Because it's a "twin" to the BLU-109, the AUP can utilize a proven system of hardbacks, guidance units, and tail fin kits. The costs associated with developing new kits is eliminated. The operational users - pilots, weapon handlers and load crews - will gain the improved war fighting capabilities of the AUP without the costs associated with retraining support personnel or the acquisition of new delivery systems and support equipment. Battle commanders will also have increased ability to neutralize deeply buried hardened targets.
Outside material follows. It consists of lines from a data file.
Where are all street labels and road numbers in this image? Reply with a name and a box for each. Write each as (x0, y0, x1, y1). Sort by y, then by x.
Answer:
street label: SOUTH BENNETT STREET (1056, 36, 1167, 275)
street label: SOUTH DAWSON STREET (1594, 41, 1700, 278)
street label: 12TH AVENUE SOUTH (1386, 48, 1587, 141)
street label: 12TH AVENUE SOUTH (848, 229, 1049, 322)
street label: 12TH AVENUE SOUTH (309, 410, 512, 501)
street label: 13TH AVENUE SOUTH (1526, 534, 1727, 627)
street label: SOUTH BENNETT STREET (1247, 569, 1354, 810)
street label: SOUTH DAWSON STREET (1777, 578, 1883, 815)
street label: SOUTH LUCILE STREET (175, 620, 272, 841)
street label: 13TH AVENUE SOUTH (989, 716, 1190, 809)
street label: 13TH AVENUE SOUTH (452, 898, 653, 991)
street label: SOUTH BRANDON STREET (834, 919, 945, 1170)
During Operation ALLIED FORCE, Naval Air Warfare Center Weapons Division [NAWCWD] at China Lake supported the Fleet in the quick reaction deployment of the residual GBU-24D/B assets (9 BLU-116 warheads and 22 FMU-157 fuzes). Support included assisting in deployment coordination of the Fallon "tiger" team, providing documentation (maintenance, loading, and assembly procedures), over-night transporting of equipment to Fallon, and providing data in support of expediting the flight clearance, WSESRB, and IM approvals. "You can run, but why die tired?" That`s the advice some ammo troops at Aviano Air Base, Italy, gave to Yugoslavian forces when writing messages on the bombs they built.
National Forge Company became the program manager for contracts awarded by China Lake (NAWCWD) in 2000, 2001 and 2002 for the production of, respectively, 31 (Ref# N68936-00-C-0180), 3 (Ref# N68936-01-P-0750), and 148 (Ref# N68936-02-C-0031) BLU-116 assemblies.